Repository files navigation

UBER-EATS RESTAURANTS BIG DATA MENU PRICE ANALYSIS

Duckdb sql UberEats parquet Kaggle Python

Project Overview

Big data analytics for delivery companies is always very necessary to uncover customer trends and patterns. Trends help these companies in optimizing their services to ensure a smooth flow of operations between riders as well as forecast future demand of various products and services.

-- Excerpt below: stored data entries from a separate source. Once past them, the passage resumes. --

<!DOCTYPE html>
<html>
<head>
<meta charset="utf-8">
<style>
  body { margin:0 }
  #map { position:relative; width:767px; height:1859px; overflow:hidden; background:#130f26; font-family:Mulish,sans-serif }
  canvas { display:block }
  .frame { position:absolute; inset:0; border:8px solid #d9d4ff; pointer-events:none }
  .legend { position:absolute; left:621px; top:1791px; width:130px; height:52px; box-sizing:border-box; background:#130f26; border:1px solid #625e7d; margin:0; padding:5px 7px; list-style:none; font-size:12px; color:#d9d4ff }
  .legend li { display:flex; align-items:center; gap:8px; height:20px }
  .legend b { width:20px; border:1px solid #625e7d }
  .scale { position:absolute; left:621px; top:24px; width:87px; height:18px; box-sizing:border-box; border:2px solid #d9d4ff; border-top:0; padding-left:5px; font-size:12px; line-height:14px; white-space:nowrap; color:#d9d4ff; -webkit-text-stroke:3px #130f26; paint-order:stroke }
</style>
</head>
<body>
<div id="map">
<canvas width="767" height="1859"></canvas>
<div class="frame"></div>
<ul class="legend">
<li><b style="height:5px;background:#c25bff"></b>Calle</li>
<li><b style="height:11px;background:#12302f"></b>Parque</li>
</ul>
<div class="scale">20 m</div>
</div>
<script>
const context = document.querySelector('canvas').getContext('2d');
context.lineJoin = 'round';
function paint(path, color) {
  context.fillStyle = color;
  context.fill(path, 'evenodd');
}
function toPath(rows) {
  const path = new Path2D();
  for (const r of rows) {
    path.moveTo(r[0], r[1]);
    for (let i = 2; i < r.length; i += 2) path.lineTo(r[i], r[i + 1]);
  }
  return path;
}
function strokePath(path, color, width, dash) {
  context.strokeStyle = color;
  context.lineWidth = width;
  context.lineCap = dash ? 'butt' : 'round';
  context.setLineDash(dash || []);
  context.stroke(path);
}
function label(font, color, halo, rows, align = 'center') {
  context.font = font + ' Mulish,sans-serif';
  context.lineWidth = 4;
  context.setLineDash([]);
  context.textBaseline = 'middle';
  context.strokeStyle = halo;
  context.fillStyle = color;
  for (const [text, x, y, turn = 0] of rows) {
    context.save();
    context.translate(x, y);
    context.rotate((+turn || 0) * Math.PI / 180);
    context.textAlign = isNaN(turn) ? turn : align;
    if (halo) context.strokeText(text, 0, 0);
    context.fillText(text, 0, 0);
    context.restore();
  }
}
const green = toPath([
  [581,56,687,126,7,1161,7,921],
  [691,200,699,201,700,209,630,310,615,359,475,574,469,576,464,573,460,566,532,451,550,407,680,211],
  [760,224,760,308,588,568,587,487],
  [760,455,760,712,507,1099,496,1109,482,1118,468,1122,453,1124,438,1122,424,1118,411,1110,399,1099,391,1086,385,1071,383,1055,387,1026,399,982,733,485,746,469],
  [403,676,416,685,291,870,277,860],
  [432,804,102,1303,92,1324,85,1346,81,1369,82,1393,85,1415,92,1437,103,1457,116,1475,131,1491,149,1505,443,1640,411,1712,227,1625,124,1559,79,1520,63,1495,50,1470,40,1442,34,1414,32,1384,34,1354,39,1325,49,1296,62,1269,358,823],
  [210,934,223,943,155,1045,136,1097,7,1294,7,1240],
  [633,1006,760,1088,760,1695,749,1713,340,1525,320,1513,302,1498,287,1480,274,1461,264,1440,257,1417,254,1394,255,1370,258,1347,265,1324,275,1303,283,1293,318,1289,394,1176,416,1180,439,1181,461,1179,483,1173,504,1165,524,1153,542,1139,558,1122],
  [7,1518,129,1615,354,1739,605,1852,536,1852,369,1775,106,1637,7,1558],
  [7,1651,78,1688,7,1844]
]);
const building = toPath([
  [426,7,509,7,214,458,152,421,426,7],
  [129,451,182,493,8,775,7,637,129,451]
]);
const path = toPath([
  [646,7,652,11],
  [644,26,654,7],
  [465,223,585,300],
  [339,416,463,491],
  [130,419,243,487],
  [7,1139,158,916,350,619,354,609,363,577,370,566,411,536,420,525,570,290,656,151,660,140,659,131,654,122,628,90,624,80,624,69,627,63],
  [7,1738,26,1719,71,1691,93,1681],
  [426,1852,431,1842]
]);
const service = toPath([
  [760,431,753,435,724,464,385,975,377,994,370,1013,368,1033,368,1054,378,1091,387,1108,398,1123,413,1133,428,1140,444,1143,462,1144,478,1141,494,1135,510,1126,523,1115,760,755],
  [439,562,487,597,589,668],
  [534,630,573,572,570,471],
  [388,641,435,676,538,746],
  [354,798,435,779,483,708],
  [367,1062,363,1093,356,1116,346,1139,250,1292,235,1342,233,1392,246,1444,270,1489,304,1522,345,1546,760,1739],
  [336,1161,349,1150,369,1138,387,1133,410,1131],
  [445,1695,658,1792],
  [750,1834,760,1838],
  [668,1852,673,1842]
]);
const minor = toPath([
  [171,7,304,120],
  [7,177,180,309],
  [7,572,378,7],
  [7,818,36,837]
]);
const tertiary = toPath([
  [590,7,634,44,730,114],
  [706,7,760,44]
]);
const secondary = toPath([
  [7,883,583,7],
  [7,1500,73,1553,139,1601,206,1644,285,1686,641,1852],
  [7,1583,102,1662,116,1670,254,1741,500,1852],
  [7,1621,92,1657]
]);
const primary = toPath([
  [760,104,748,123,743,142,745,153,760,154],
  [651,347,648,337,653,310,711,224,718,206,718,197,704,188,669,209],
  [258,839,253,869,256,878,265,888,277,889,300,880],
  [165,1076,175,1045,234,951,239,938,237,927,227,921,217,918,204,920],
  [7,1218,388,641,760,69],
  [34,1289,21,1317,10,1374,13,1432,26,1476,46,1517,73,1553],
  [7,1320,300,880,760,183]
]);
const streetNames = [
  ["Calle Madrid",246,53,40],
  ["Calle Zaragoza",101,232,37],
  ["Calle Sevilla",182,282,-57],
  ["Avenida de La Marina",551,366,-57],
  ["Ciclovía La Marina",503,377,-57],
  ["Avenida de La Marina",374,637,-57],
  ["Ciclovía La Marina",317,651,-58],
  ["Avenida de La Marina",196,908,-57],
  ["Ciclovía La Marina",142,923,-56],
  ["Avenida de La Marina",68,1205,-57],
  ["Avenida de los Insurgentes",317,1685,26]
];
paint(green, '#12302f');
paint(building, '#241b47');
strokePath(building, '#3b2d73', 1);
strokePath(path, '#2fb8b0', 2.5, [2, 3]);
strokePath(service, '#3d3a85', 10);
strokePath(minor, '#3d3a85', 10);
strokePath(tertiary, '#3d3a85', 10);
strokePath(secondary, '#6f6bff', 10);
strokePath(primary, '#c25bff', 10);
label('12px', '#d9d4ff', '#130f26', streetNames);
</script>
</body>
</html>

This project aimed to analyze the menus of various restaurants that use uber-eats courier as their supply company. As this is big data, the use of OLAP-DATABASES comes in handy to perfrom heavy analytics using SQL. These databases offer:

  • Scalability: Can easily manage massive amounts of data efficiently.
  • Low latency: Optimized for complex analytical queries due to their latency structure and optimized data structures and indexing.
  • Batch processing: Good for large-scale data processing tasks efficiently.

Uber-Eats customers also have the right to investigate the prices of various items on the menu to find the cheapest and most expensive restaurants to save on expenditure. The data was sourced from kaggle and can be accessed by using the following link

Objectives

  1. Investigate the number of restaurants that use UBER-EATS.
  2. Investigate the top restaurants with the largest number of items.
  3. Investigate the price range of items for the restaurant with the highest number of items.
  4. Investigate the average price of items across various restaurants
  5. Investigate the most expensive restaurant.
  6. Snacks items analysis. Analyze the price of snack items across various restaurants.

Findings

avg-price snacks prices

Future steps

  1. Investigate the correlation between location i.e latitude & longitude and menu-prices.
  2. Outsource data for customer orders and analyze consumer purchasing trends.

Getting started

All the requirements to run this project are listed in the file requirements-file together with the library versions.

  1. Download the zip-file from kaggle
  2. Make a project directory using the mkdir command on the terminal and extract the filesin the zip file.
  3. The files are in zip formart having a size of 896 mb.
  4. Follow along through the parquet convert file which uses apache pyarrow.
  5. Load the parquet file into an OLAP database namely DuckDB in this case for quick analytical queries.